Fannie Mae is now coming after Lerner, who is called Nathan by his parents. His father is Michael J. Lerner, a prominent real estate developer whose firm MCZ Development has built large apartment complexes in Chicago, Kansas City, and Washington, D.C.
Fannie alleges an entity called Bosworth Acquisitions LLC, managed by Nathan Lerner, is in default on an $8.5 million loan secured by a 24-unit property at 1636 North Bosworth Avenue near the Kennedy Expressway in West Town.
The numerous disputes between Nathan and his parents, Michael J. and Jamie Lerner, played a role in the default, because it led to the appointment of a receiver over a portfolio of Chicago apartment complexes that the family jointly owned, Fannie said. Bosworth failed to make monthly debt service payments to Fannie starting May 1, 2024. There’s more than $8.3 million ($346,000 per unit) still owed by the landlord, according to Fannie.
The mortgage giant’s lawsuit against the younger Lerner’s venture marks his latest difficulty in Chicago’s real estate market despite his roles in significant transactions. He owned a stake alongside @properties founders Thad Wong and Mike Golden in a Fulton Market development site that they sold to Miami-based Crescent Heights for $35 million in 2023.

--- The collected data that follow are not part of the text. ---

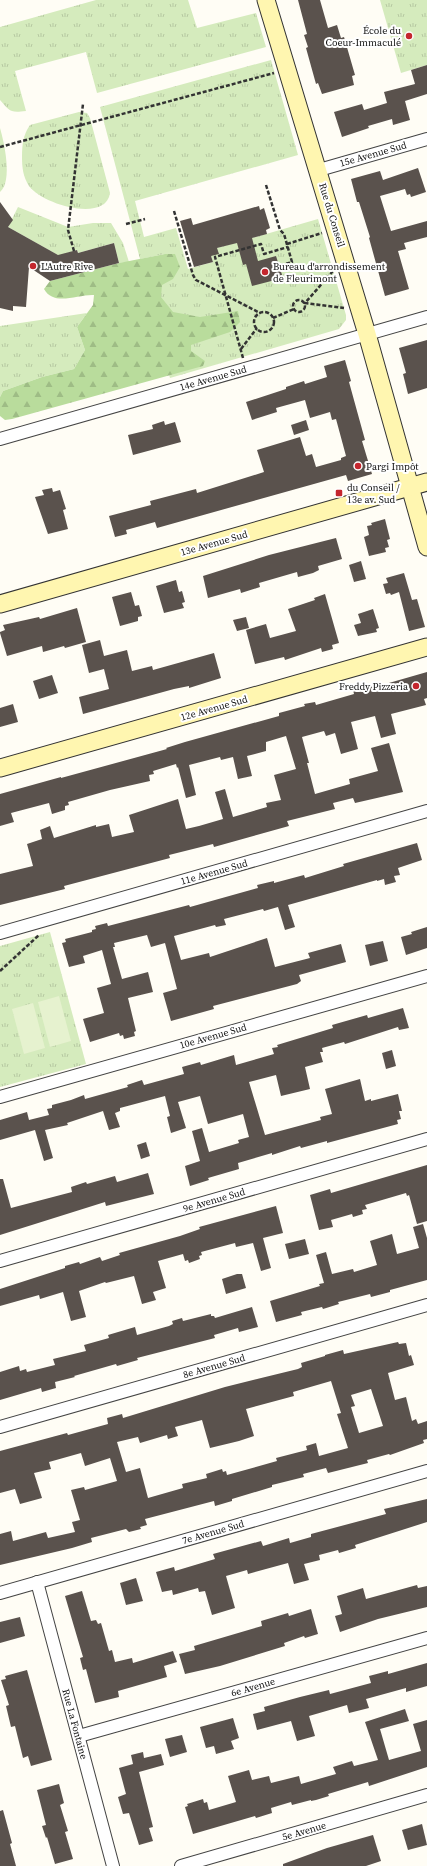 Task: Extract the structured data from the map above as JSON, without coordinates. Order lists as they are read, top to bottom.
{
  "streets": {
    "main road": ["Rue du Conseil", "13e Avenue Sud", "12e Avenue Sud"],
    "street": [
      "15e Avenue Sud",
      "14e Avenue Sud",
      "11e Avenue Sud",
      "10e Avenue Sud",
      "9e Avenue Sud",
      "8e Avenue Sud",
      "7e Avenue Sud",
      "6e Avenue",
      "Rue La Fontaine",
      "5e Avenue"
    ]
  },
  "crossings": [
    ["15e Avenue Sud", "Rue du Conseil"],
    ["Rue du Conseil", "14e Avenue Sud"],
    ["Rue du Conseil", "13e Avenue Sud"],
    ["7e Avenue Sud", "Rue La Fontaine"],
    ["6e Avenue", "Rue La Fontaine"]
  ],
  "places": {
    "other": [
      "École du Coeur-Immaculé",
      "L'Autre Rive",
      "Bureau d'arrondissement de Fleurimont",
      "Pargi Impôt",
      "Freddy Pizzeria"
    ],
    "transit": ["du Conseil / 13e av. Sud"]
  }
} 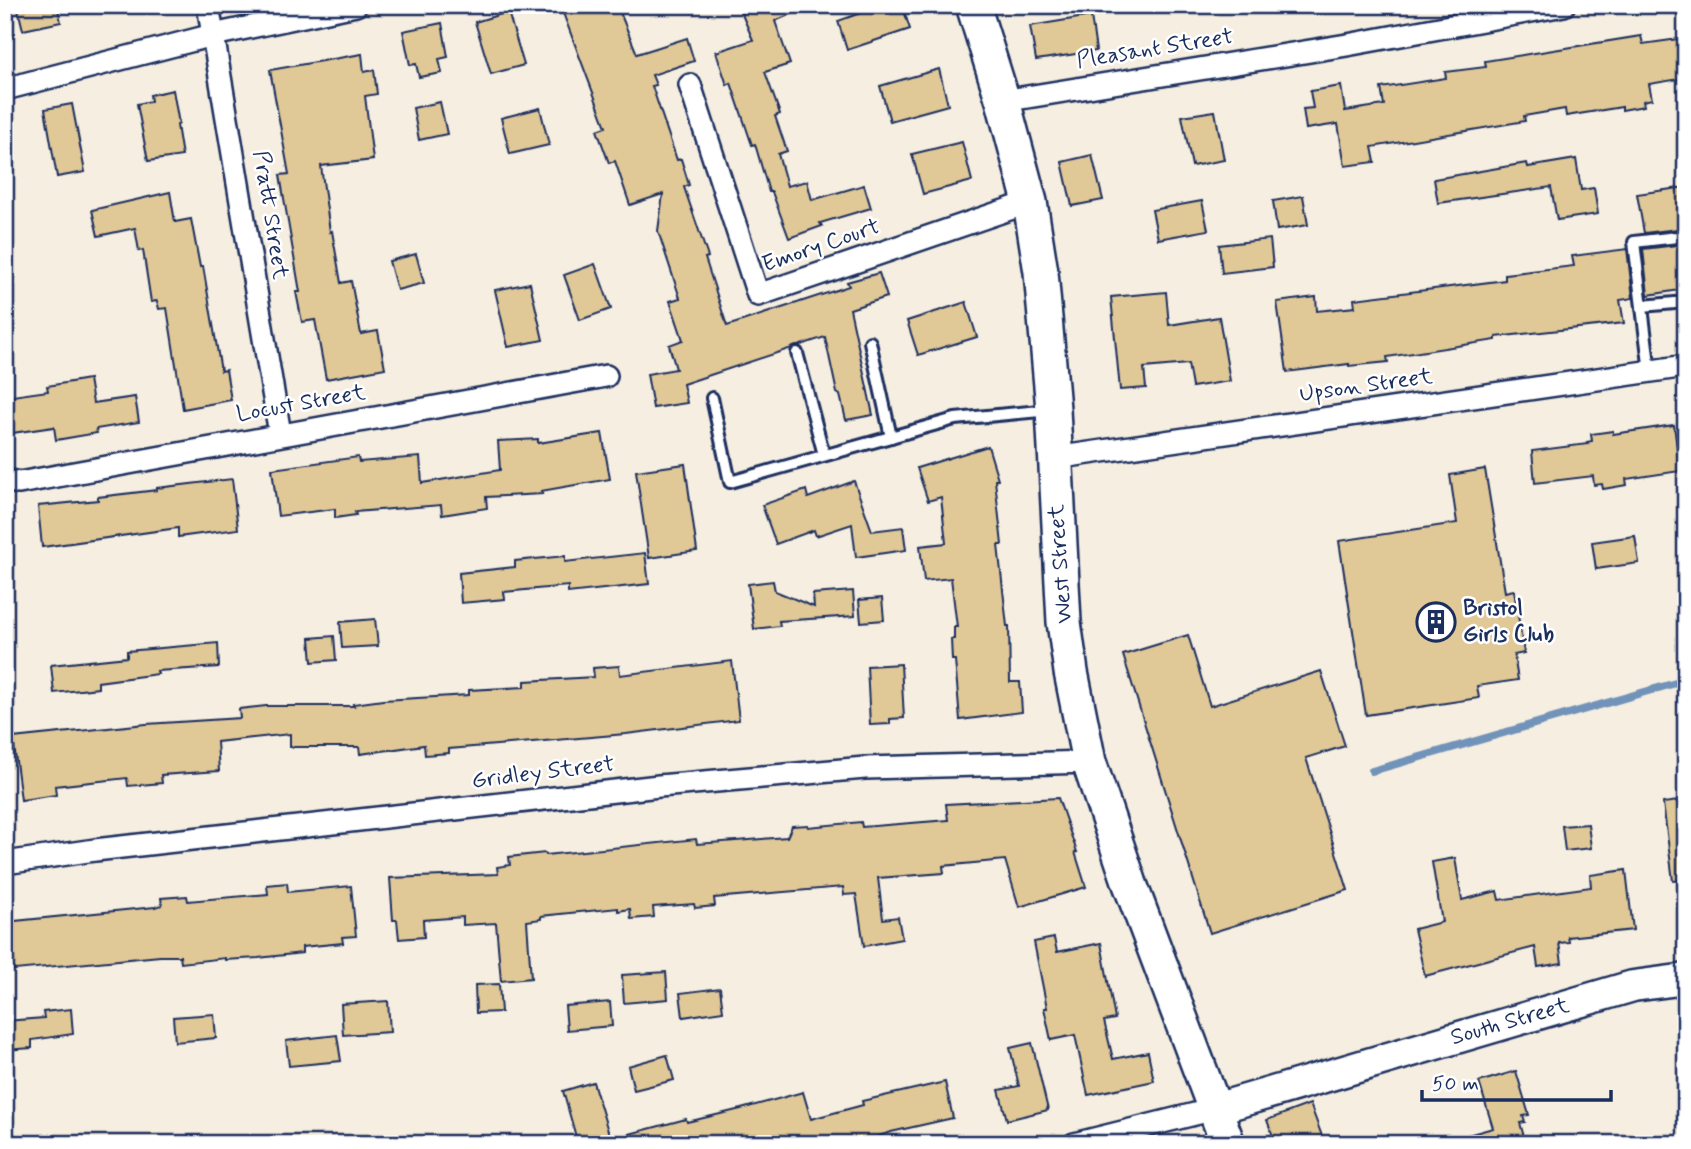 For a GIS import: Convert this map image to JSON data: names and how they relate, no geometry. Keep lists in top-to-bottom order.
{
  "streets": {
    "main road": ["West Street", "South Street"],
    "street": [
      "Pleasant Street",
      "Pratt Street",
      "Emory Court",
      "Upson Street",
      "Locust Street",
      "Gridley Street"
    ]
  },
  "crossings": [
    ["Pleasant Street", "West Street"],
    ["Pratt Street", "Locust Street"],
    ["Emory Court", "West Street"],
    ["Upson Street", "West Street"],
    ["West Street", "Gridley Street"],
    ["West Street", "South Street"]
  ],
  "places": {
    "building": ["Bristol Girls Club"]
  },
  "scale_bar": "50 m"
}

That deal — which will allow Crescent Heights to build a 52-story apartment skyscraper — revealed the rift between Nathan and his father, which has since grown wider. The elder Lerner sued his son in 2023 in an attempt to usurp the equity the younger Lerner had in the deal.
That complaint was dismissed through a private settlement, but a trust in the name of Nathan’s mother, Jamie Lerner, brought additional lawsuits against her son in the ensuing months. Attorney Adam Rome represented the parents in several of the lawsuits concerning the son. Neither Rome, Nathan Lerner, nor other attorneys that have represented Nathan’s companies returned requests for comment. Fannie and its lawyers with the firm Dentons also didn’t return a request for comment.

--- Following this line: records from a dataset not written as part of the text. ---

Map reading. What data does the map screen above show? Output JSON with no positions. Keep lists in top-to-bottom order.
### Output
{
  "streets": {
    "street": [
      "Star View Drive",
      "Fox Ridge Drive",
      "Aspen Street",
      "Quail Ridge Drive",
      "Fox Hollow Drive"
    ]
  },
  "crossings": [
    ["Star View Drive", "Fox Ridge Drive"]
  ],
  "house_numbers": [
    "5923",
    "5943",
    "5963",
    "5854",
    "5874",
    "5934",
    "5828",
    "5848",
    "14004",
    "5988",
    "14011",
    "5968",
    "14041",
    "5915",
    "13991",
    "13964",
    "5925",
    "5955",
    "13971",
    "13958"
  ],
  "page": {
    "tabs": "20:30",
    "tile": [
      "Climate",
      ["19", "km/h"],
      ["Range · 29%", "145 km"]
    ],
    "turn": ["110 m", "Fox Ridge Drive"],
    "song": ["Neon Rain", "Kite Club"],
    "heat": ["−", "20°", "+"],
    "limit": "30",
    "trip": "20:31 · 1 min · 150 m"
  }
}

The disputes centered on claims that Nathan had “misappropriated millions of dollars” from real estate ventures in which he and his family members each had stakes, including by selling property and taking out loans.

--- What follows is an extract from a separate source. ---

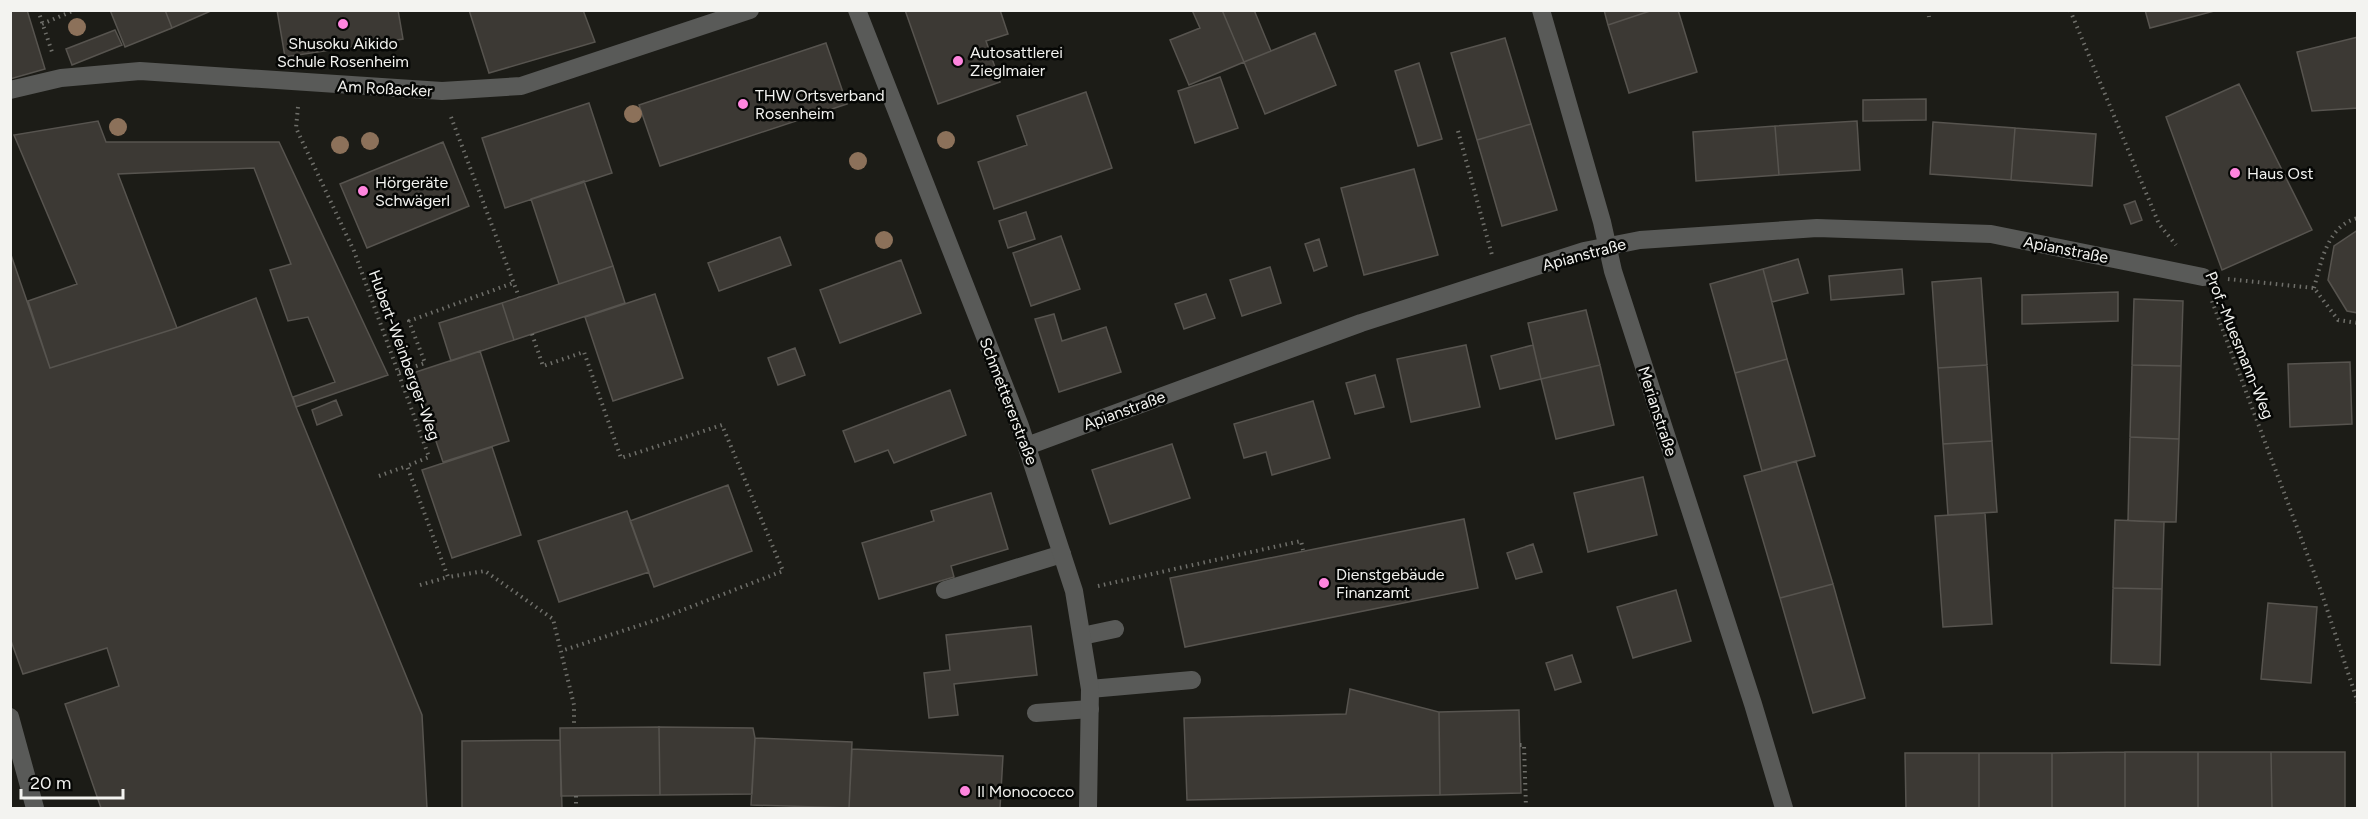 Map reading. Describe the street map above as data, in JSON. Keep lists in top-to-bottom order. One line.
{"streets":{"street":["Am Roßacker","Apianstraße","Schmettererstraße","Merianstraße"],"path":["Prof.-Muesmann-Weg","Hubert-Weinberger-Weg"]},"crossings":[["Am Roßacker","Hubert-Weinberger-Weg"],["Apianstraße","Prof.-Muesmann-Weg"],["Apianstraße","Schmettererstraße"],["Apianstraße","Merianstraße"]],"places":["Shusoku Aikido Schule Rosenheim","Autosattlerei Zieglmaier","THW Ortsverband Rosenheim","Haus Ost","Hörgeräte Schwägerl","Dienstgebäude Finanzamt","Il Monococco"],"scale_bar":"20 m"}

The infighting led to several troubled real estate deals, including one in which a court-appointed receiver for a portfolio of North Side rental complexes was forced to reverse a deal and return earnest money to a would-be buyer after a settlement between mother and son was reached in March. The receiver, Matthew Brash of Newpoint Advisors, declined to comment.
The lawsuits also forced Nathan to seek bankruptcy protection for an LLC that owned a 25-unit property at 1741 North Western Avenue in Bucktown. It was sold to Robert Sekula’s firm North Park Ventures for $6.3 million ($252,000 per unit) in December to resolve a foreclosure suit over a $5 million loan. North Park didn’t return a request for comment on the deal.
Even well after the sale, the bankruptcy case brought out an allegation from the father that Nathan “has a history of using company funds for personal expenses.”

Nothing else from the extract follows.